Decreased production: Despite the mechanisms described above, the most important determinant of the anemia is failure of production due to decreased levels of circulating erythropoietin. Erythropoietin, a sialylglycoprotein synthesized by the renal interstitial cells and to a lesser extent by the liver, normally increases after specific stimuli , the most important being hypoxemia. Under normal conditions serum erythropoietin concentrations are increased by bleeding and decreased after transfusion; actually in nonuremic patients it may increase up to 100 times its normal value. In uremic patients the normal response to hypoxemia (increased secretion of erythropoietin) is partially, but not completely, blunted. These individuals show increased levels of the glycoprotein after hemorrhage or hypoxic crisis, although the levels are not even close to those of a normal individual. Therefore, the stimulus to erythropoiesis is not sufficient in uremic patients.


The mainstay of the treatment of anemic patients is the use of recombinant human erythropoietin (rHuEPO). The response to treatment is impressive and the need for transfusion is importantly decreased. Upon initiation of therapy a target hematocrit should be set as well as the iron stores should be completely evaluated (since low stores may blunt the proliferative response to erythropoietin). The beginning of therapy should be gradual to avoid excessively rapid increases in the red cell mass with its hyperviscosity consequences. A total weekly dose of 110 to120 U/kg divided into two or three subcutaneous injections is an adequate thaerapeuric regimen.

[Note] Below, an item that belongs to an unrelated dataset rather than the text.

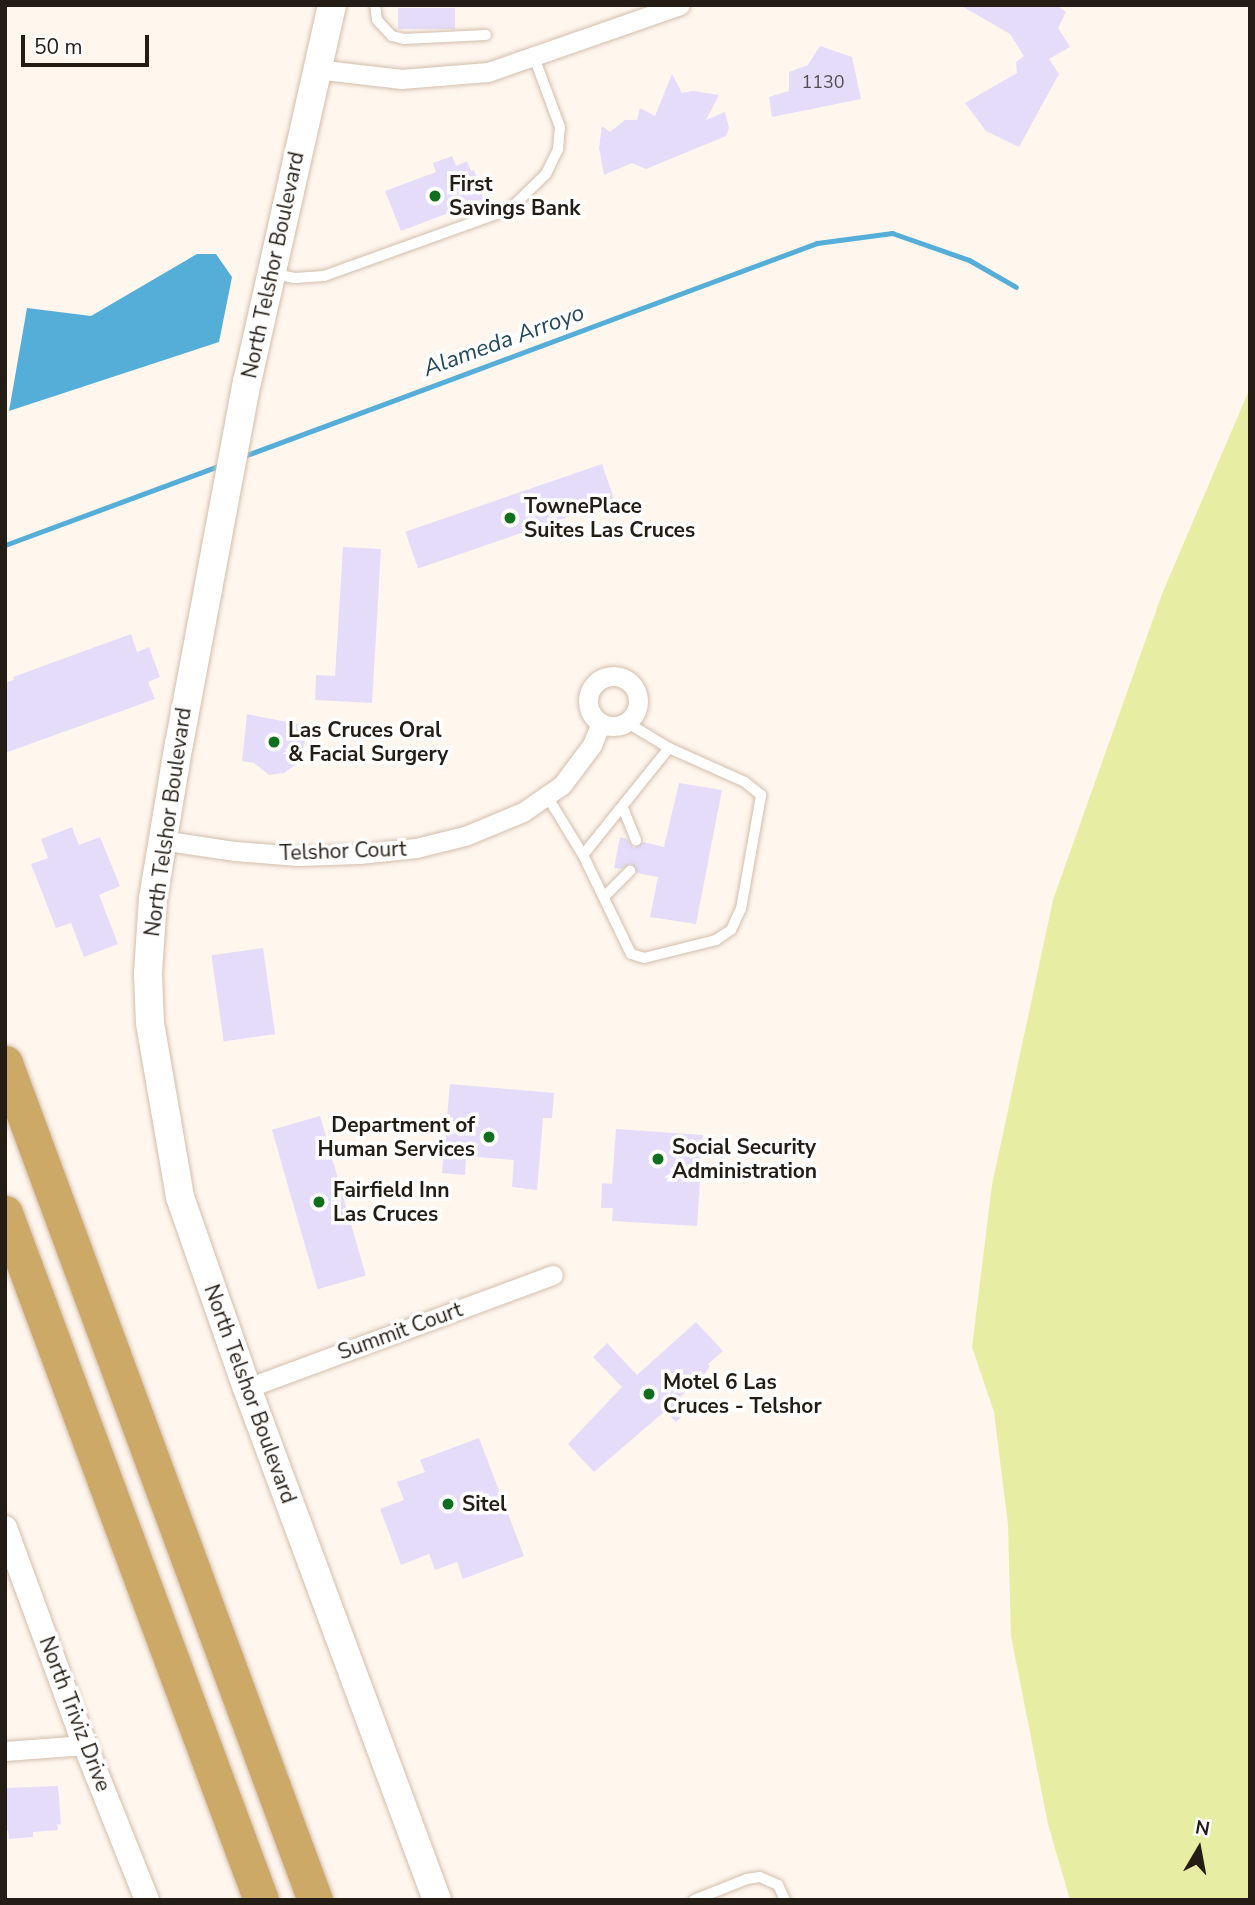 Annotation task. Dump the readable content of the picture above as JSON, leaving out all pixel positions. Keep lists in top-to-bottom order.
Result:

Transfusions should be avoided as much as possible, not only because of the well known infectious risks and the fluid overload in cardiac patients but also to avoid inhibition of the low, although present, positive feedback on erythropoietin secretion exerted by chronic hypoxemia. Other possible deficiencies should be assessed before therapy is started such as, vitamin B12 deficiency, folate deficiency or aluminum intoxication (this latter leading to microcytic anemia). Throughout the course of therapy, iron stores(serum iron, ferritin and TIBC) should be determined frequently, since the rapid proliferative response may not be accompanied be an adequate availability of iron. If the iron stores are proved insufficient during the course of therapy, replacement should be started without delay.

A number of adverse effects have been documented in patients receiving rHuEPO. Myalgias and influenza-like symptoms may occur. The occurrence of seizures remains an unsettled issue, with some defending a causal relationship ,while others argue against this hypothesis suggesting that these neurological phenomena are due to imbalances in dialysis therapy.

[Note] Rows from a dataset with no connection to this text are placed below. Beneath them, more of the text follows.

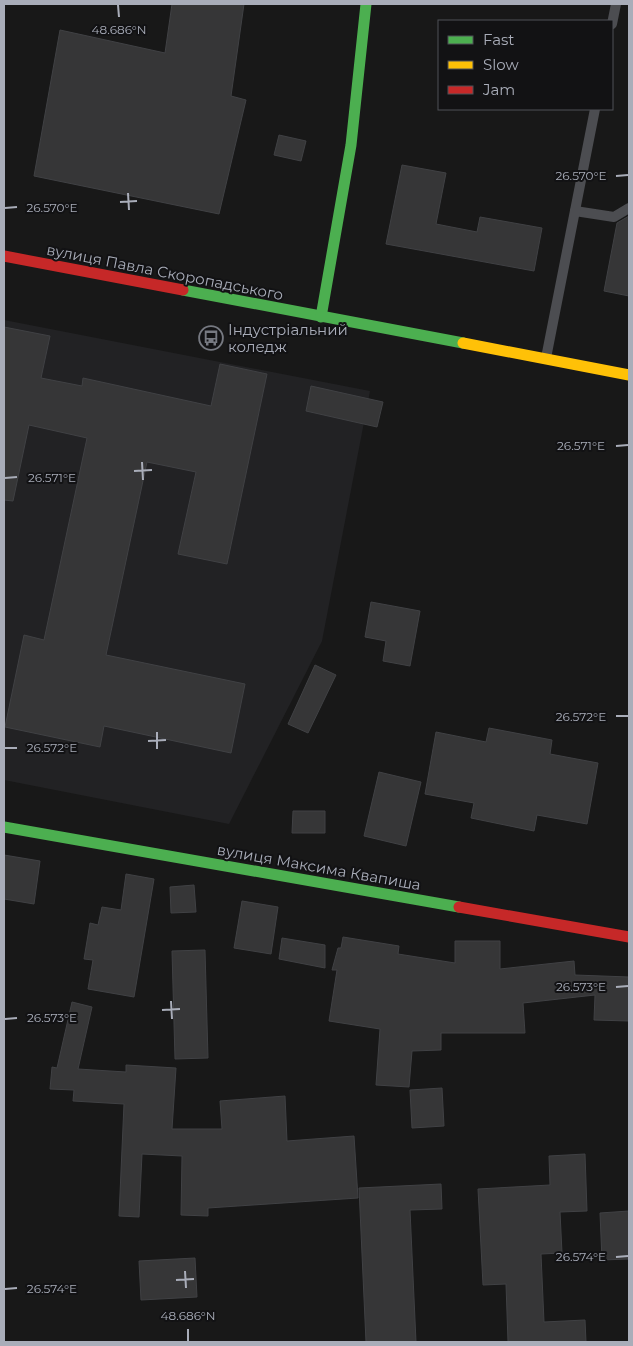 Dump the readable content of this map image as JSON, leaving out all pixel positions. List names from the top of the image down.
{
  "streets": {
    "street": ["вулиця Павла Скоропадського", "вулиця Максима Квапиша"]
  },
  "places": {
    "bus stop": ["Індустріальний коледж"]
  },
  "legend": ["Fast", "Slow", "Jam"],
  "coordinates": [
    "48.686°N",
    "26.570°E",
    "26.571°E",
    "26.572°E",
    "26.573°E",
    "26.574°E"
  ]
} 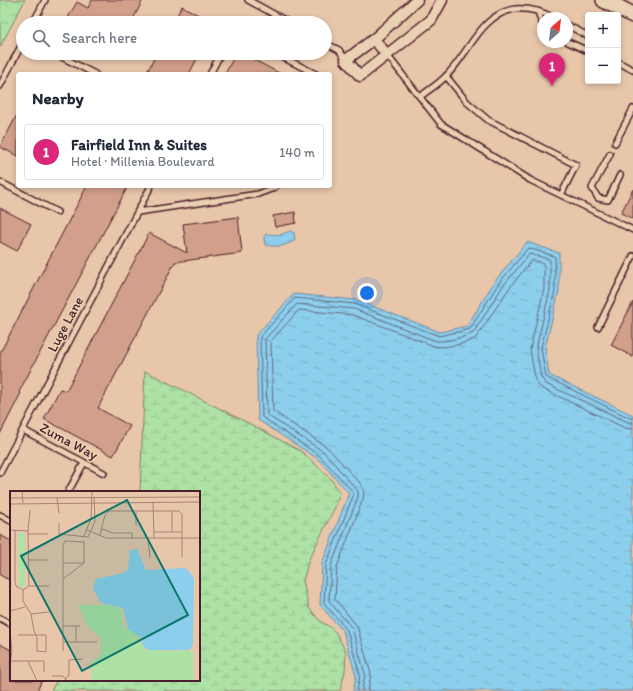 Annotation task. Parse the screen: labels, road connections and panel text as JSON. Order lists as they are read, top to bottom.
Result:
{
  "streets": {
    "lane": ["Luge Lane", "Zuma Way"]
  },
  "crossings": [
    ["Luge Lane", "Zuma Way"]
  ],
  "north": "top right",
  "page": {
    "map_buttons": ["+", "−"],
    "search": "Search here",
    "pins": "1",
    "heading": "Nearby",
    "list": [
      {
        "mark": "1",
        "name": "Fairfield Inn & Suites",
        "note": "Hotel · Millenia Boulevard",
        "value": "140 m"
      }
    ]
  }
} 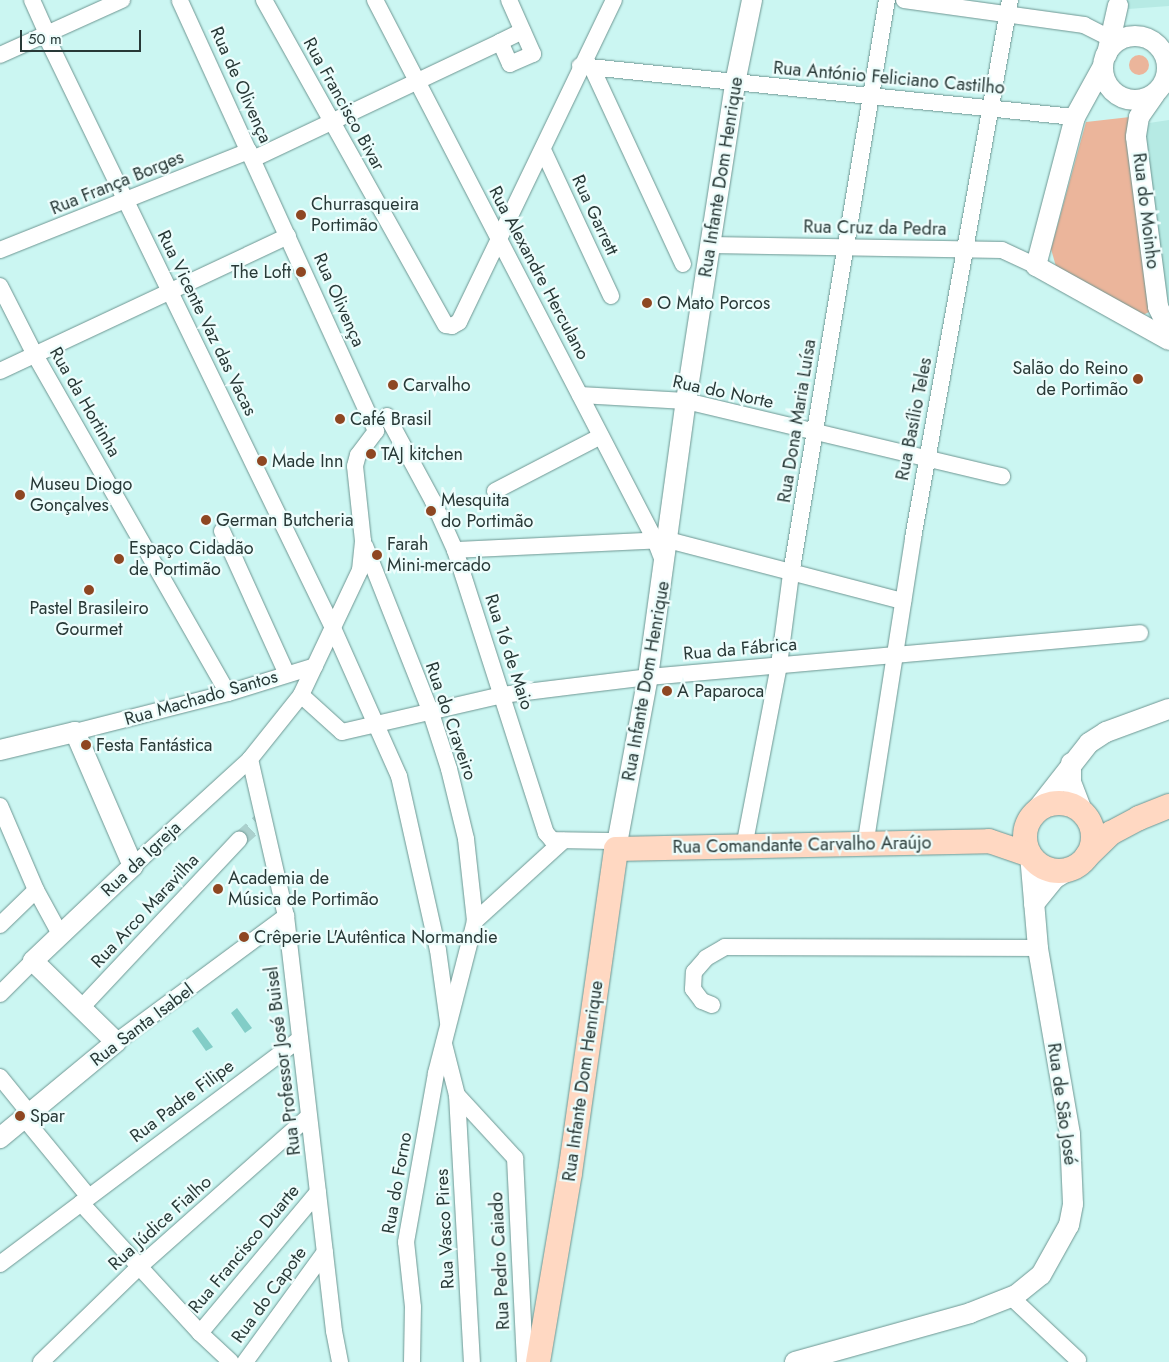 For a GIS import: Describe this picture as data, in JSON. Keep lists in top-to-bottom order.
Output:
{
  "streets": {
    "main road": ["Rua Infante Dom Henrique", "Rua Comandante Carvalho Araújo"],
    "street": [
      "Rua António Feliciano Castilho",
      "Rua de Olivença",
      "Rua Francisco Bivar",
      "Rua França Borges",
      "Rua do Moinho",
      "Rua Garrett",
      "Rua Cruz da Pedra",
      "Rua Alexandre Herculano",
      "Rua Olivença",
      "Rua Vicente Vaz das Vacas",
      "Rua do Norte",
      "Rua da Hortinha",
      "Rua Basílio Teles",
      "Rua Dona Maria Luísa",
      "Rua da Fábrica",
      "Rua 16 de Maio",
      "Rua Machado Santos",
      "Rua do Craveiro",
      "Rua da Igreja",
      "Rua Arco Maravilha",
      "Rua Santa Isabel",
      "Rua Professor José Buisel",
      "Rua Padre Filipe",
      "Rua de São José",
      "Rua do Forno",
      "Rua Júdice Fialho",
      "Rua Vasco Pires",
      "Rua Francisco Duarte",
      "Rua Pedro Caiado",
      "Rua do Capote"
    ]
  },
  "crossings": [
    ["Rua António Feliciano Castilho", "Rua Infante Dom Henrique"],
    ["Rua António Feliciano Castilho", "Rua Basílio Teles"],
    ["Rua António Feliciano Castilho", "Rua Dona Maria Luísa"],
    ["Rua de Olivença", "Rua França Borges"],
    ["Rua de Olivença", "Rua Olivença"],
    ["Rua Francisco Bivar", "Rua França Borges"],
    ["Rua Francisco Bivar", "Rua Alexandre Herculano"],
    ["Rua Infante Dom Henrique", "Rua Cruz da Pedra"],
    ["Rua Infante Dom Henrique", "Rua Alexandre Herculano"],
    ["Rua Infante Dom Henrique", "Rua do Norte"],
    ["Rua Infante Dom Henrique", "Rua da Fábrica"],
    ["Rua Infante Dom Henrique", "Rua Comandante Carvalho Araújo"],
    ["Rua França Borges", "Rua Alexandre Herculano"],
    ["Rua França Borges", "Rua Olivença"],
    ["Rua França Borges", "Rua Vicente Vaz das Vacas"],
    ["Rua Cruz da Pedra", "Rua Basílio Teles"],
    ["Rua Cruz da Pedra", "Rua Dona Maria Luísa"],
    ["Rua Alexandre Herculano", "Rua do Norte"],
    ["Rua Olivença", "Rua do Craveiro"],
    ["Rua Olivença", "Rua da Igreja"],
    ["Rua Vicente Vaz das Vacas", "Rua da Fábrica"],
    ["Rua Vicente Vaz das Vacas", "Rua da Igreja"],
    ["Rua Vicente Vaz das Vacas", "Rua do Forno"],
    ["Rua do Norte", "Rua Basílio Teles"],
    ["Rua do Norte", "Rua Dona Maria Luísa"],
    ["Rua da Hortinha", "Rua Machado Santos"],
    ["Rua Basílio Teles", "Rua da Fábrica"],
    ["Rua Basílio Teles", "Rua Comandante Carvalho Araújo"],
    ["Rua Dona Maria Luísa", "Rua da Fábrica"],
    ["Rua Dona Maria Luísa", "Rua Comandante Carvalho Araújo"],
    ["Rua da Fábrica", "Rua 16 de Maio"],
    ["Rua da Fábrica", "Rua do Craveiro"],
    ["Rua da Fábrica", "Rua da Igreja"],
    ["Rua Machado Santos", "Rua da Igreja"],
    ["Rua do Craveiro", "Rua da Igreja"],
    ["Rua do Craveiro", "Rua do Forno"],
    ["Rua da Igreja", "Rua Professor José Buisel"],
    ["Rua Santa Isabel", "Rua Professor José Buisel"],
    ["Rua Professor José Buisel", "Rua Padre Filipe"],
    ["Rua Professor José Buisel", "Rua Júdice Fialho"],
    ["Rua Professor José Buisel", "Rua Francisco Duarte"],
    ["Rua Professor José Buisel", "Rua do Capote"],
    ["Rua do Forno", "Rua Vasco Pires"],
    ["Rua Vasco Pires", "Rua Pedro Caiado"]
  ],
  "places": [
    "Churrasqueira Portimão",
    "The Loft",
    "O Mato Porcos",
    "Salão do Reino de Portimão",
    "Carvalho",
    "Café Brasil",
    "TAJ kitchen",
    "Made Inn",
    "Museu Diogo Gonçalves",
    "Mesquita do Portimão",
    "German Butcheria",
    "Farah Mini-mercado",
    "Espaço Cidadão de Portimão",
    "Pastel Brasileiro Gourmet",
    "A Paparoca",
    "Festa Fantástica",
    "Academia de Música de Portimão",
    "Crêperie L'Autêntica Normandie",
    "Spar"
  ],
  "scale_bar": "50 m"
}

Thrombotic events ARE NOT increased with the use of rHuEPO , although clotting within the dialyser may occur. Of the adverse effects found with the use of rHuEPO, hypertension is without any doubt the most important not only in terms of frequency but also morbidity. Occurring in approximately 30% to 35%, hypertension usually occurs in the first 4 months of treatment while the hematocrit is increasing. The exact mechanism of hypertension is not defined yet but it may be so severe as to cause hypertensive encephalopathy with headache, visual disturbances and seizures. Uncontrolled hypertension is a contraindication to the initiation of therapy with rHuEPO. Hypertension is not dependent on the dose of rHuEPO or the rate of hematocrit increase.